The Report then went on to summarize its findings with respect to year-over-year increases for drugs already in the market:
The average net price for brands already in the market is estimated to have increased by 3.5% in 2016, up from 2.5% in 2015, while remaining significantly lower than prior years. This reflects the heightened competition among manufacturers and more aggressive efforts by health plans and pharmacy benefit managers to limit price growth. Invoice price levels, prior to the impact of concessions, increased 9.2% in 2016…. [emphasis added.]
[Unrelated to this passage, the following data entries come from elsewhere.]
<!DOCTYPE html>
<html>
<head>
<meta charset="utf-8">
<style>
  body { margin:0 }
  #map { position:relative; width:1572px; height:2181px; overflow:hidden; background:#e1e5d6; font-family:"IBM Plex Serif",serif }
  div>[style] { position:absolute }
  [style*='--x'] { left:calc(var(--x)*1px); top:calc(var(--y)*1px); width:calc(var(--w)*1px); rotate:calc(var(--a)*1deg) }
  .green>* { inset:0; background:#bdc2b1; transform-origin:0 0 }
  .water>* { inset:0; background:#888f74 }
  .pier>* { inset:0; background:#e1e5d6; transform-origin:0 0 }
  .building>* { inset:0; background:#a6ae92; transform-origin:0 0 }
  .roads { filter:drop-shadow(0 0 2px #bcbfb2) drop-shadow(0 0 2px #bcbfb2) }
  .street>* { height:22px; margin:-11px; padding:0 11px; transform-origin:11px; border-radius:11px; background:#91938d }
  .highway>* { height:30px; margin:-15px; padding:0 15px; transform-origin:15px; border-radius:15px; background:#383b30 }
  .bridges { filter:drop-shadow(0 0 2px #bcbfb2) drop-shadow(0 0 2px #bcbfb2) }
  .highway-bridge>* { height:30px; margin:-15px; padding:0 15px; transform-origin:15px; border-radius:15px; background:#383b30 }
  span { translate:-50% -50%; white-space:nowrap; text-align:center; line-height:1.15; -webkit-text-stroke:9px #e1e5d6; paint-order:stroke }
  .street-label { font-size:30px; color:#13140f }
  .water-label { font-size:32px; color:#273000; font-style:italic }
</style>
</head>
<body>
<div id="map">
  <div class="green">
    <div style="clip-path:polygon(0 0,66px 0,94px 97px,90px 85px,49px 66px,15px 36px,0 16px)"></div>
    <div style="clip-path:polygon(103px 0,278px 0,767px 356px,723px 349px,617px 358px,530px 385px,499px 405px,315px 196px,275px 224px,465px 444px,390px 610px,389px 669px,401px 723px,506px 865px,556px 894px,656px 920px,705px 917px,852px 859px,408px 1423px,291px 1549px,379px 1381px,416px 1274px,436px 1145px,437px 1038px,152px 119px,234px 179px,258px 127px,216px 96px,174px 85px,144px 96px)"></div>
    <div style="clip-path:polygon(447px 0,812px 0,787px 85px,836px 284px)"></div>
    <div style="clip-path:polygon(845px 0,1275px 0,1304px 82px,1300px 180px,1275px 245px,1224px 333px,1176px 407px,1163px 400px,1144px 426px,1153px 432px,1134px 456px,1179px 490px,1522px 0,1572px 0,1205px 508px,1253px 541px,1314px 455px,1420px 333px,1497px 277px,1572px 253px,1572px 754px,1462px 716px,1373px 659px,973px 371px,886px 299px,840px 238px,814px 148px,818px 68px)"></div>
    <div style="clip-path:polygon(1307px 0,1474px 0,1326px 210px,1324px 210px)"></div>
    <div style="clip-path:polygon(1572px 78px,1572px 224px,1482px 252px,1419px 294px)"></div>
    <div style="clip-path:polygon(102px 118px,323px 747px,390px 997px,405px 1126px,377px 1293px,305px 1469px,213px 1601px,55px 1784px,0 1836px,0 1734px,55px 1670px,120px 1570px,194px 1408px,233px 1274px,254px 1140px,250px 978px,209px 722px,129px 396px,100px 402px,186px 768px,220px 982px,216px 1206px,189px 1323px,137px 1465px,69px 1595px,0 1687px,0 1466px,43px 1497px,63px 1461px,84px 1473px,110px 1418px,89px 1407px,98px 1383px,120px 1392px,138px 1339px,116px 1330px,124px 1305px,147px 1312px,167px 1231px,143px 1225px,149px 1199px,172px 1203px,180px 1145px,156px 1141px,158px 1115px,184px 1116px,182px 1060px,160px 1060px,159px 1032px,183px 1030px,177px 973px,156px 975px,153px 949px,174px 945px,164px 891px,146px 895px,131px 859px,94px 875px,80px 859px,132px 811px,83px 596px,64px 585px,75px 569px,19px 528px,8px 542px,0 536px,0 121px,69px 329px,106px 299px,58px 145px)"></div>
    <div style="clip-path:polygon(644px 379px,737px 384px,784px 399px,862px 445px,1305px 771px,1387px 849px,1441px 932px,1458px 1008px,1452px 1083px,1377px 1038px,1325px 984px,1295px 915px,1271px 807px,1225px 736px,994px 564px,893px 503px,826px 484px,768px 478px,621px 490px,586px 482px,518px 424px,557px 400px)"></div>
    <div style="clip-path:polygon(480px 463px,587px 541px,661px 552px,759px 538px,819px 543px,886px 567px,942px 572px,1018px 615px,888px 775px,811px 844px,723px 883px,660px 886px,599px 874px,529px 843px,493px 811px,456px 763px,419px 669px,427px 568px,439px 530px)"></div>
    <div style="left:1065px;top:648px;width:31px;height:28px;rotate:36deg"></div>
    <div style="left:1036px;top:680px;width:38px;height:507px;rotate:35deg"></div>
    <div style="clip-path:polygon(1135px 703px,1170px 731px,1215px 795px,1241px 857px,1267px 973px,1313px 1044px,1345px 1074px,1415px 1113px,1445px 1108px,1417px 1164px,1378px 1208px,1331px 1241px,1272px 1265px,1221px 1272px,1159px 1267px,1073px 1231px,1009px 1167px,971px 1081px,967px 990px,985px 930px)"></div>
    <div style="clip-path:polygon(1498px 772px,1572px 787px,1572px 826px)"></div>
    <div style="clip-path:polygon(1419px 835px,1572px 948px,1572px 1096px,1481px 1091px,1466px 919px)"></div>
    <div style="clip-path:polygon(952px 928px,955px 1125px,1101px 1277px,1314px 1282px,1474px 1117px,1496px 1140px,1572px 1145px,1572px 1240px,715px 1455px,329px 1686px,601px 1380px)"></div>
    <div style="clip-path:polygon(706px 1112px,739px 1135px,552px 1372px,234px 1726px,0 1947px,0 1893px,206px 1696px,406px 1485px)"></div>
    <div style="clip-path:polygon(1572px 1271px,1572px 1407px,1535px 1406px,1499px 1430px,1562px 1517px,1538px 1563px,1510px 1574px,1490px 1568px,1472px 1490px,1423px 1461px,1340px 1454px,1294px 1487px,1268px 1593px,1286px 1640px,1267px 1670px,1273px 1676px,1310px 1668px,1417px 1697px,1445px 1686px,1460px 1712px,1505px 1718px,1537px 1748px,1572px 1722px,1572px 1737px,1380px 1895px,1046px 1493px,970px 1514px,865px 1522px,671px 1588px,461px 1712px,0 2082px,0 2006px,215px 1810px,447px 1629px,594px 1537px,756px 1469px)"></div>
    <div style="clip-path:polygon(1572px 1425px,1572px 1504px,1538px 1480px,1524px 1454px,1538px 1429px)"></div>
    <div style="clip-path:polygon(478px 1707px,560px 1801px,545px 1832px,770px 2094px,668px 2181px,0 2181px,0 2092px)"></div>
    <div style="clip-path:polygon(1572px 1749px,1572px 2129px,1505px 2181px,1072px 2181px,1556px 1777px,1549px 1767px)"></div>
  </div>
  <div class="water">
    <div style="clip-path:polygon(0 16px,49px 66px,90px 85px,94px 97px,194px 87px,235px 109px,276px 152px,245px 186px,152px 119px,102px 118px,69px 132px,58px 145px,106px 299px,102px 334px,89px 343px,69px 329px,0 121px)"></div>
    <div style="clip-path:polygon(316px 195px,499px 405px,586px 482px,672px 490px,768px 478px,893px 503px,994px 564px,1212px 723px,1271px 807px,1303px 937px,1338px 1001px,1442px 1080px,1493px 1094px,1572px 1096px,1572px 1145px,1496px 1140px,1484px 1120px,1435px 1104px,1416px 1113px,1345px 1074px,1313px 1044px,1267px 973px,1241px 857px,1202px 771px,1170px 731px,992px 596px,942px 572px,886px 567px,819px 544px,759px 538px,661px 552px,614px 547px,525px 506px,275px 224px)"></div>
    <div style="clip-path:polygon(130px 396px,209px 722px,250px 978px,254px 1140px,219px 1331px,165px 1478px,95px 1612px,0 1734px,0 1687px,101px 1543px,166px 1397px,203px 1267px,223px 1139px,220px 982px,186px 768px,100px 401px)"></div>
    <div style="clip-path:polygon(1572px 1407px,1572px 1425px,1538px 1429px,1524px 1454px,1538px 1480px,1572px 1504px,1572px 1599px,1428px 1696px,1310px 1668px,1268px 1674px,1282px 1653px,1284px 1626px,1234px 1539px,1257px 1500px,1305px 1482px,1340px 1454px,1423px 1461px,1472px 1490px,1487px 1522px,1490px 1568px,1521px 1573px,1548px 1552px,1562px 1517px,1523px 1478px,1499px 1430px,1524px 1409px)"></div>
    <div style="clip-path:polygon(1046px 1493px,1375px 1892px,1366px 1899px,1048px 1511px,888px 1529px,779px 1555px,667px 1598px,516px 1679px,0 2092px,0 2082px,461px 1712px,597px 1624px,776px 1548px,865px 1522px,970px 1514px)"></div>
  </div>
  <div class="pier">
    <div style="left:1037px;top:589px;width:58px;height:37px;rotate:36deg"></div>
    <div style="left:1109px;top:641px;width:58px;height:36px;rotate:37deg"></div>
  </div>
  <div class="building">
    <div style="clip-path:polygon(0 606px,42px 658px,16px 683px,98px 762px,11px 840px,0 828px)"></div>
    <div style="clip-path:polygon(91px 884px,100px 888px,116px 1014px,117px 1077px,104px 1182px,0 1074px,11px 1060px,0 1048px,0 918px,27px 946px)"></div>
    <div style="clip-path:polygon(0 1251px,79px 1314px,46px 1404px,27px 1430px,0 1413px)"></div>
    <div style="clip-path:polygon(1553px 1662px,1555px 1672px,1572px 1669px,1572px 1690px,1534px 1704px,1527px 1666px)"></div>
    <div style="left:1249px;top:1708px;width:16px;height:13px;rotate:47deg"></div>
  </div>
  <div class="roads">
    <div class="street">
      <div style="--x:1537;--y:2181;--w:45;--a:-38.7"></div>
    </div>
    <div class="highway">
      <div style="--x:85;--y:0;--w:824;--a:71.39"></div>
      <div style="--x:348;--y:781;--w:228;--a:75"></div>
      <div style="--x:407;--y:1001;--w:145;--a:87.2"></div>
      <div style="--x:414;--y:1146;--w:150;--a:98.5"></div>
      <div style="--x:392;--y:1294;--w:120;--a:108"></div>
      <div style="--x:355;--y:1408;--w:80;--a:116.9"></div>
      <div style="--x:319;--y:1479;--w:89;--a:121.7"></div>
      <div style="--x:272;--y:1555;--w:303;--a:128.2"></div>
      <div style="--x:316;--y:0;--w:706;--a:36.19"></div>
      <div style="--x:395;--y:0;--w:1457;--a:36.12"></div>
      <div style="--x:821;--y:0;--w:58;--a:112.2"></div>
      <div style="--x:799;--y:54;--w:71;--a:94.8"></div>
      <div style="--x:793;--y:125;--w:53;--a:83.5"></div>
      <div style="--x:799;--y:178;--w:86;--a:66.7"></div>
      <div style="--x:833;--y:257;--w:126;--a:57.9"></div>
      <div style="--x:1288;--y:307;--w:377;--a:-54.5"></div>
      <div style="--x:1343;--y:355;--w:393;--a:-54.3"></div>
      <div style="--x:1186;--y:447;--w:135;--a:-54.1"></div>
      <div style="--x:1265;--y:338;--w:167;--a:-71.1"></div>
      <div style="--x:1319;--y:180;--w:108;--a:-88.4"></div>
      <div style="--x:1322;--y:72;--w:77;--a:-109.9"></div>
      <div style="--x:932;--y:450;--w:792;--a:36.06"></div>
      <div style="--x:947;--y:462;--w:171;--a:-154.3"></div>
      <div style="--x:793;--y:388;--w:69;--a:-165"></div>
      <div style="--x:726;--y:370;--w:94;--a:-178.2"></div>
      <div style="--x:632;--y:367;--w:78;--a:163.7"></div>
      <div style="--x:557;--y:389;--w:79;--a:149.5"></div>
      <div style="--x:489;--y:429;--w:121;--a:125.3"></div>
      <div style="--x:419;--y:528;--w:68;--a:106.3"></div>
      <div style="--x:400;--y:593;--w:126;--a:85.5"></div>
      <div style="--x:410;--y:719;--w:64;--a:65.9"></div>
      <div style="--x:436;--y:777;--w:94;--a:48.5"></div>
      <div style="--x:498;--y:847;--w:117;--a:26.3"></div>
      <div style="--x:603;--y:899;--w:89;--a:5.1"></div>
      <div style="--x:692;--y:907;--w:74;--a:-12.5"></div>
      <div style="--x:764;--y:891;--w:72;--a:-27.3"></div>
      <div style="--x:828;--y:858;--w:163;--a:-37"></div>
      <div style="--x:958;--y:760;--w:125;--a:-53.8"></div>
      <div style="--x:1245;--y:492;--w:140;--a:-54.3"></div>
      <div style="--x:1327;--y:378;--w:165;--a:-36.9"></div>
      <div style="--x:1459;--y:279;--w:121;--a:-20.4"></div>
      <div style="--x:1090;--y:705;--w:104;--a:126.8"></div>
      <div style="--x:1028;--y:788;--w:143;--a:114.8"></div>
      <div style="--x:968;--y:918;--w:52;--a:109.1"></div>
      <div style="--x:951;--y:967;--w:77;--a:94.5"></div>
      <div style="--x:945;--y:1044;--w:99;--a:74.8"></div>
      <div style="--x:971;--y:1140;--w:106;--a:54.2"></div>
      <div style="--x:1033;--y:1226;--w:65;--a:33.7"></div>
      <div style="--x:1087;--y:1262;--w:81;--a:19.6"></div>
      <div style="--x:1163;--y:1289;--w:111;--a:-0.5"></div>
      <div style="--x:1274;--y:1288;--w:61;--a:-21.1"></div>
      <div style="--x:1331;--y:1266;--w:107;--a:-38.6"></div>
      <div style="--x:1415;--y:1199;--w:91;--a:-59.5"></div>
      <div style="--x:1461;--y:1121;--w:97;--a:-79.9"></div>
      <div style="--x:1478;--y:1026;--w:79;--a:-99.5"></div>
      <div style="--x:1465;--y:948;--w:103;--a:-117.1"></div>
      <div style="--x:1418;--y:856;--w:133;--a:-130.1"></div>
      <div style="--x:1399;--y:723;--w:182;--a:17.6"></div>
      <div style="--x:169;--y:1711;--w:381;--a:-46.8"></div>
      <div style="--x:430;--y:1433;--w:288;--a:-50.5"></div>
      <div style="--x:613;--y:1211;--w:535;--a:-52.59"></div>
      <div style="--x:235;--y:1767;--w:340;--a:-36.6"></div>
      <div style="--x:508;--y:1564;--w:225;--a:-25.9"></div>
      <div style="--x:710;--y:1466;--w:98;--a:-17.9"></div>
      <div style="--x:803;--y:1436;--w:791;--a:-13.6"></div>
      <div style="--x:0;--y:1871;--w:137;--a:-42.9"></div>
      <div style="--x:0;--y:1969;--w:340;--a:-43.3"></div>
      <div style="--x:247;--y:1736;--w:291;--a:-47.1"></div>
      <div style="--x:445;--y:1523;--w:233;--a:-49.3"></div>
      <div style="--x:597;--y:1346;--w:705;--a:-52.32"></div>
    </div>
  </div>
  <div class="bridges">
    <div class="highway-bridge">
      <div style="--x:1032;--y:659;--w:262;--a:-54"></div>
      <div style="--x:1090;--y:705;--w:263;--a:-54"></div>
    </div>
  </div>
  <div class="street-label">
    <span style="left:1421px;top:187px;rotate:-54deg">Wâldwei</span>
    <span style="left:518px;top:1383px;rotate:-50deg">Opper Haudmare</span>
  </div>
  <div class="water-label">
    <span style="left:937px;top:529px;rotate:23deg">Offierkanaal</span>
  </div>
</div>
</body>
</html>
What are the takeaways from the IMSQuintiles Report? The ridiculous annual increases in retail prices for existing drugs (the 9.2% in the Report) are the attention-grabbing headlines of a number of stories on drug prices, but only the starting point for the price negotiations with payers and pharmacy benefit managers (PBMs). The price gap is a much more complicated part of the drug pricing story, which is closely linked to another major part of the pharmaceutical marketplace, the role of PBMs. Back in March, Bloomberg BNA reported that Senator Wyden (D.Ore) “proposed legislation that would force drug middlemen to disclose secret discounts they receive from manufacturers, a sign of growing scrutiny of the role played by pharmacy benefit managers in high prices.” Wyden’s proposal, S.637 - Creating Transparency to Have Drug Rebates Unlocked (C-THRU) Act of 2017 is, as the title suggests, about increasing transparency in prices (for Medicare Part D drugs), which in theory can lead to more negotiating power on the buyer side and lead to lower prices overall. This kind of transparency in the prices actually charged for drugs is very different from the “transparency” that is the subject of a number of state laws seeking to require disclosure of the costs of developing individual drugs. Sarpatwari et al reviewed those initiatives in The New England Journal of Medicine and pointed out the conceptual and practical difficulties with “cost of development” disclosure mandates. My own analysis is that transparency in the actual prices paid, which is the focus of the Wyden proposal would be helpful. Marketplaces require information to work. While much of the information needed for the pharmaceutical marketplace to work is information about the actual effectiveness of a drug, prices paid by other parties is also extremely useful. The problem of rising drug costs is unlikely to be solved by information about prices, but it would at least be a step in the right direction.